(WHAT YOU ARE ASKED TO DO) Find how many lines in the material below hold the word "value". Reply with that figure alone.

• • • • • • •

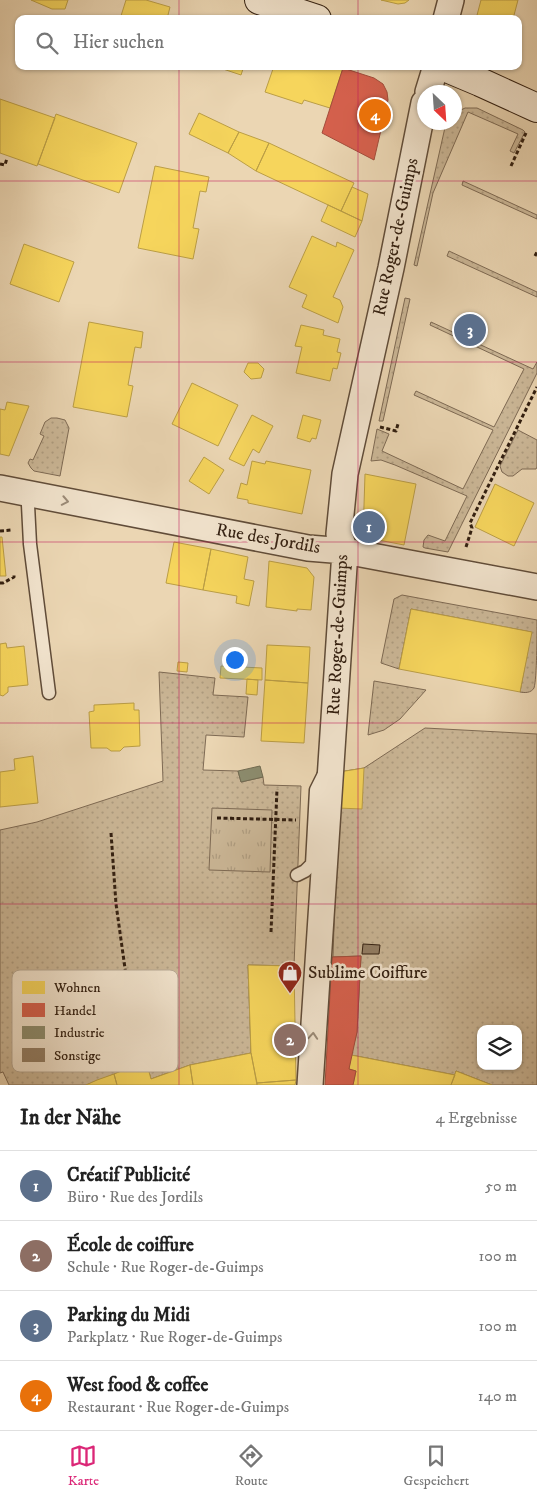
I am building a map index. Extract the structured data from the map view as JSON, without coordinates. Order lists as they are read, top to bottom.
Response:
{
  "streets": {
    "street": ["Rue Roger-de-Guimps", "Rue des Jordils"]
  },
  "crossings": [
    ["Rue Roger-de-Guimps", "Rue des Jordils"]
  ],
  "one_way": ["Rue des Jordils"],
  "places": {
    "shop": ["Sublime Coiffure"]
  },
  "legend": [
    "Wohnen",
    "Handel",
    "Industrie",
    "Sonstige"
  ],
  "north": "bottom right",
  "page": {
    "search": "Hier suchen",
    "pins": [
      "4",
      "3",
      "1",
      "2"
    ],
    "heading": ["In der Nähe", "4 Ergebnisse"],
    "list": [
      {
        "mark": "1",
        "name": "Créatif Publicité",
        "note": "Büro · Rue des Jordils",
        "value": "50 m"
      },
      {
        "mark": "2",
        "name": "École de coiffure",
        "note": "Schule · Rue Roger-de-Guimps",
        "value": "100 m"
      },
      {
        "mark": "3",
        "name": "Parking du Midi",
        "note": "Parkplatz · Rue Roger-de-Guimps",
        "value": "100 m"
      },
      {
        "mark": "4",
        "name": "West food & coffee",
        "note": "Restaurant · Rue Roger-de-Guimps",
        "value": "140 m"
      }
    ],
    "nav": ["Karte", "Route", "Gespeichert"]
  }
}
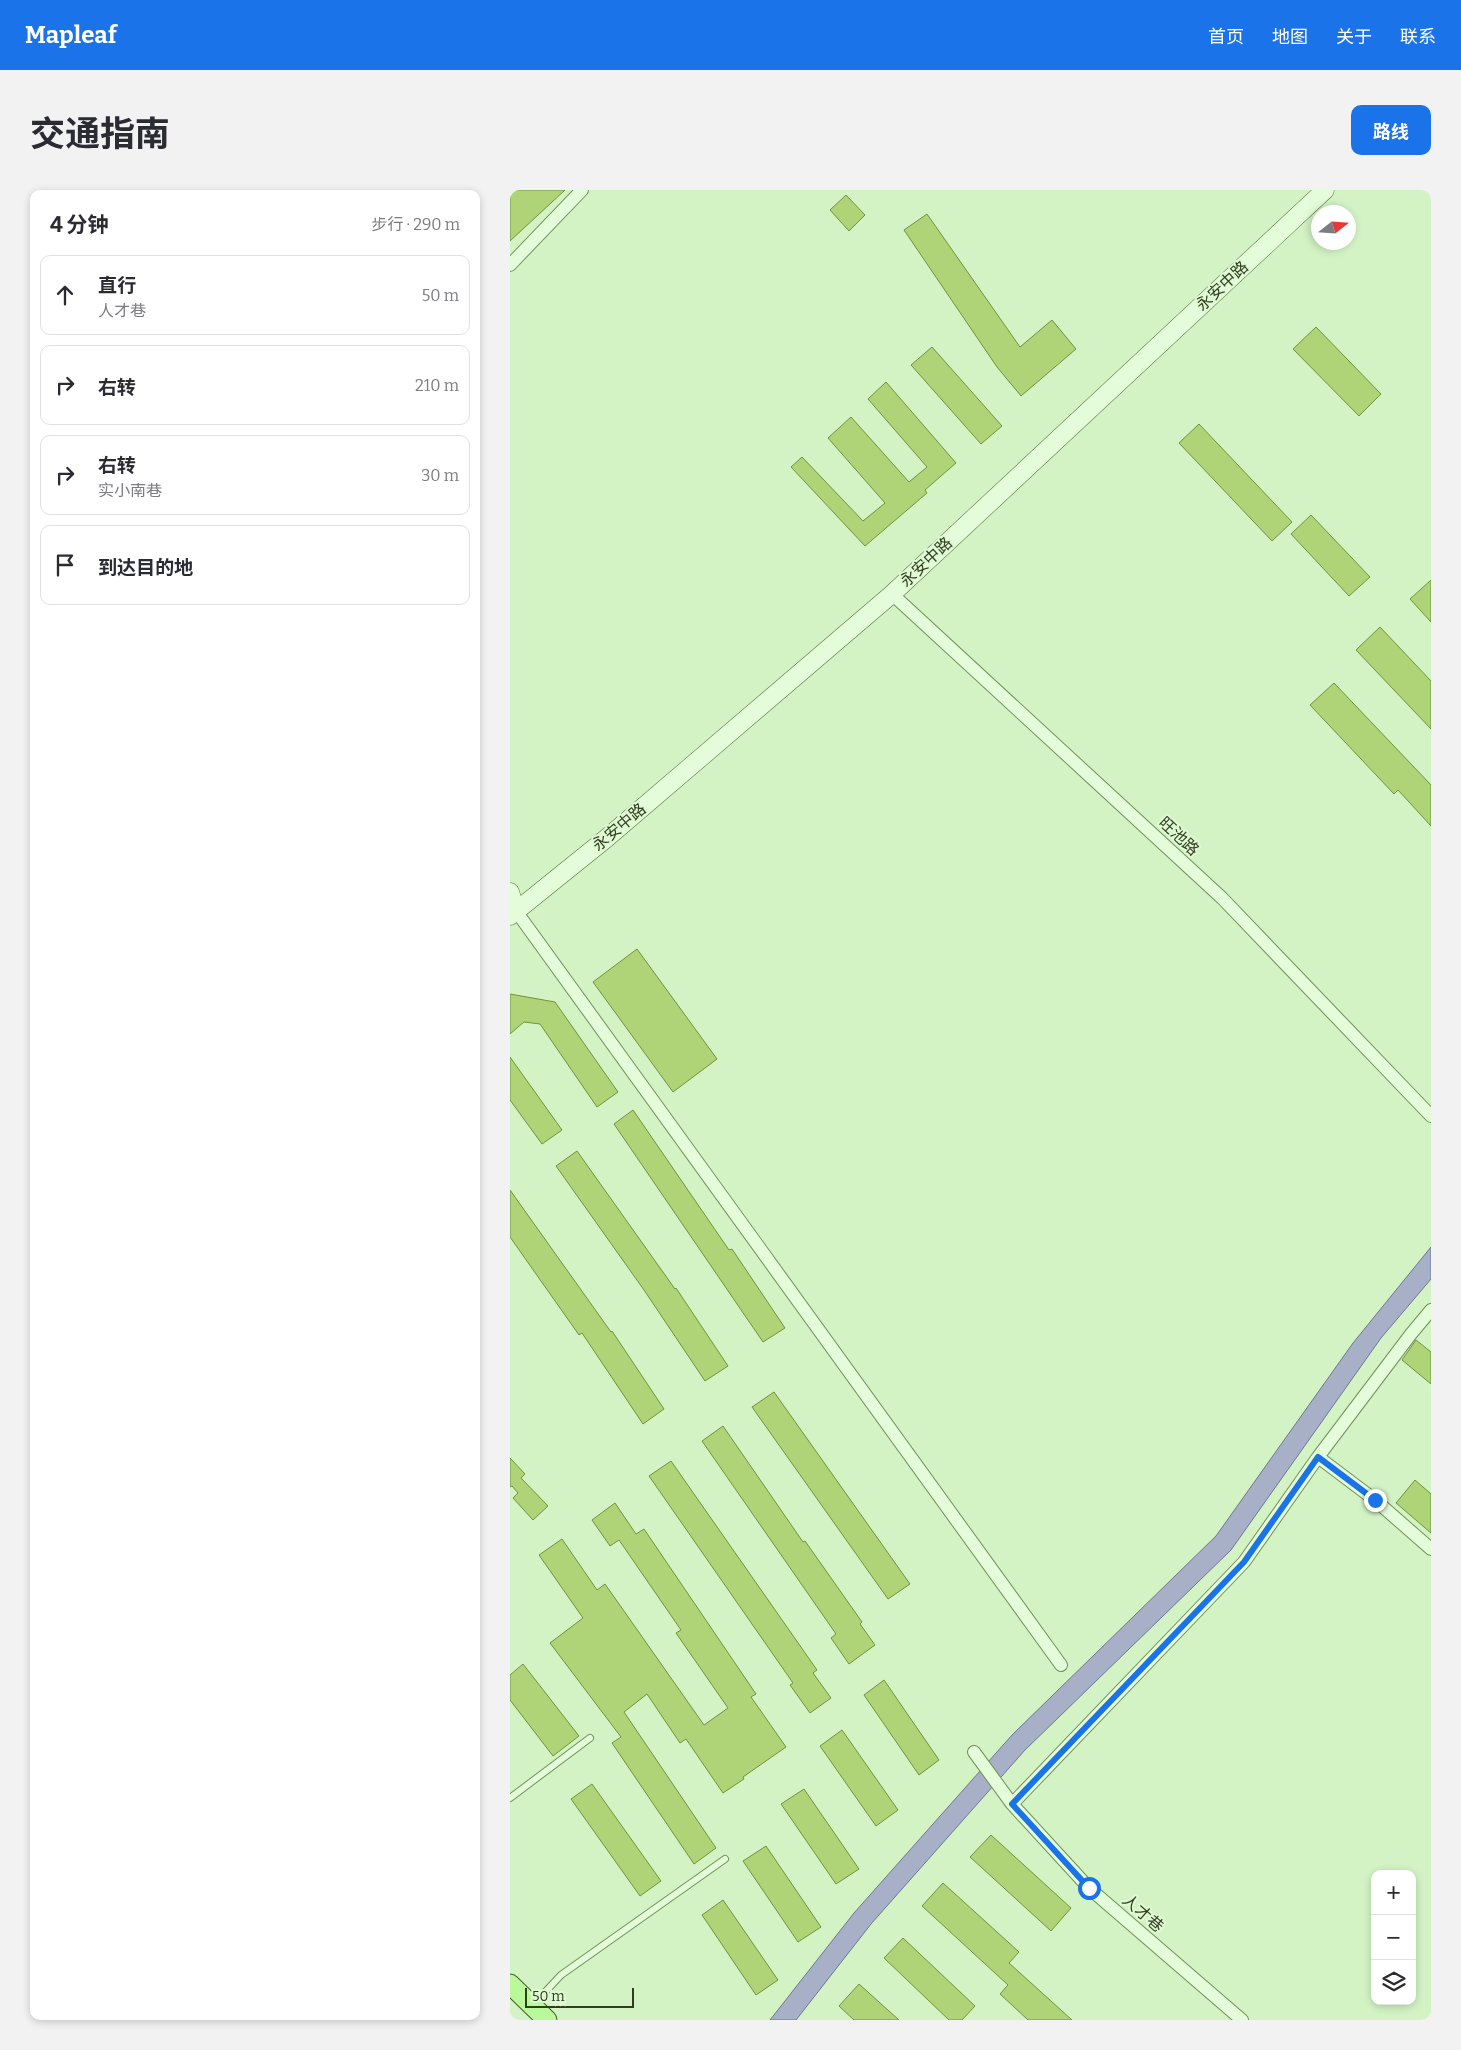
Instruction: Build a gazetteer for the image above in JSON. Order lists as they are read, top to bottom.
{
  "streets": {
    "street": ["永安中路", "旺池路", "人才巷"]
  },
  "crossings": [
    ["永安中路", "旺池路"]
  ],
  "scale_bar": "50 m",
  "north": "right",
  "page": {
    "header": "Mapleaf",
    "nav": [
      "首页",
      "地图",
      "关于",
      "联系"
    ],
    "title": "交通指南",
    "buttons": "路线",
    "heading": ["4 分钟", "步行 · 290 m"],
    "list": [
      ["直行", "人才巷", "50 m"],
      ["右转", "210 m"],
      ["右转", "实小南巷", "30 m"],
      "到达目的地"
    ],
    "map_buttons": ["+", "−"],
    "scale": "50 m"
  }
}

• • • • • • •

(SOLUTION TO THE EXERCISE) 4